YOUR TASK = What lines below contain the word "Harbour"? Please pull each one out.
(GIVEN INFORMATION begins)
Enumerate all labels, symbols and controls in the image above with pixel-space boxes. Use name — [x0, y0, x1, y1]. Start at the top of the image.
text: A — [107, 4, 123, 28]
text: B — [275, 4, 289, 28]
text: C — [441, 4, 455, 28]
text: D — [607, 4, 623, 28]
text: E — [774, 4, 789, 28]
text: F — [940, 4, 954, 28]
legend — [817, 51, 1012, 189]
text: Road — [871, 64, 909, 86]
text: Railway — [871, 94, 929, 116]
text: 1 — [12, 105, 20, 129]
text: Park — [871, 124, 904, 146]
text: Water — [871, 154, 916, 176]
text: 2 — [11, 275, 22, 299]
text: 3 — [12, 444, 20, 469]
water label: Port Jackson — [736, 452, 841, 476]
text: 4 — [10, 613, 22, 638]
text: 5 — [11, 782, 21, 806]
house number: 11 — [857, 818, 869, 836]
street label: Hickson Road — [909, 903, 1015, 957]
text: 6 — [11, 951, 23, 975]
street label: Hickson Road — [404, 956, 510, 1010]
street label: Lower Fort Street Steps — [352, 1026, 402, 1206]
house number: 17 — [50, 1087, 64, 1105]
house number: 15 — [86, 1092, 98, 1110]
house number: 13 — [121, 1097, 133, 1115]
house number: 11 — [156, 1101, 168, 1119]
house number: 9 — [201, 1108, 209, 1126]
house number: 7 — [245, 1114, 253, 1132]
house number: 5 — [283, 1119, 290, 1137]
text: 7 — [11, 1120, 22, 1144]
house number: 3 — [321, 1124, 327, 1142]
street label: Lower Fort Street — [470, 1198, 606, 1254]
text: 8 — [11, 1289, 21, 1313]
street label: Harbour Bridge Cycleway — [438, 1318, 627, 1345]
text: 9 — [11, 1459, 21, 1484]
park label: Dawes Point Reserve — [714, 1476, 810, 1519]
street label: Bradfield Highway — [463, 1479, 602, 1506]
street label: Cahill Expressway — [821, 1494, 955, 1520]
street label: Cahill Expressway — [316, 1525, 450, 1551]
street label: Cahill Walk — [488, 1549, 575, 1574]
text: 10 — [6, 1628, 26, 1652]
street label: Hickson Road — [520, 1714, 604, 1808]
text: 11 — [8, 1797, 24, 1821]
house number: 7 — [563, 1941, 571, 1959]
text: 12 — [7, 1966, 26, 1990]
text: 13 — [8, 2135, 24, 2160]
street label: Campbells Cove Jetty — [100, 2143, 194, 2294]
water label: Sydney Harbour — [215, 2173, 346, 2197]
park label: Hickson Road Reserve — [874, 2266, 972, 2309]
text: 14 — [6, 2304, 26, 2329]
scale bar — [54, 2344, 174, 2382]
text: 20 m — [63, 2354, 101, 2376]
(GIVEN INFORMATION ends)
EXERCISE SOLUTION =
street label: Harbour Bridge Cycleway — [438, 1318, 627, 1345]
water label: Sydney Harbour — [215, 2173, 346, 2197]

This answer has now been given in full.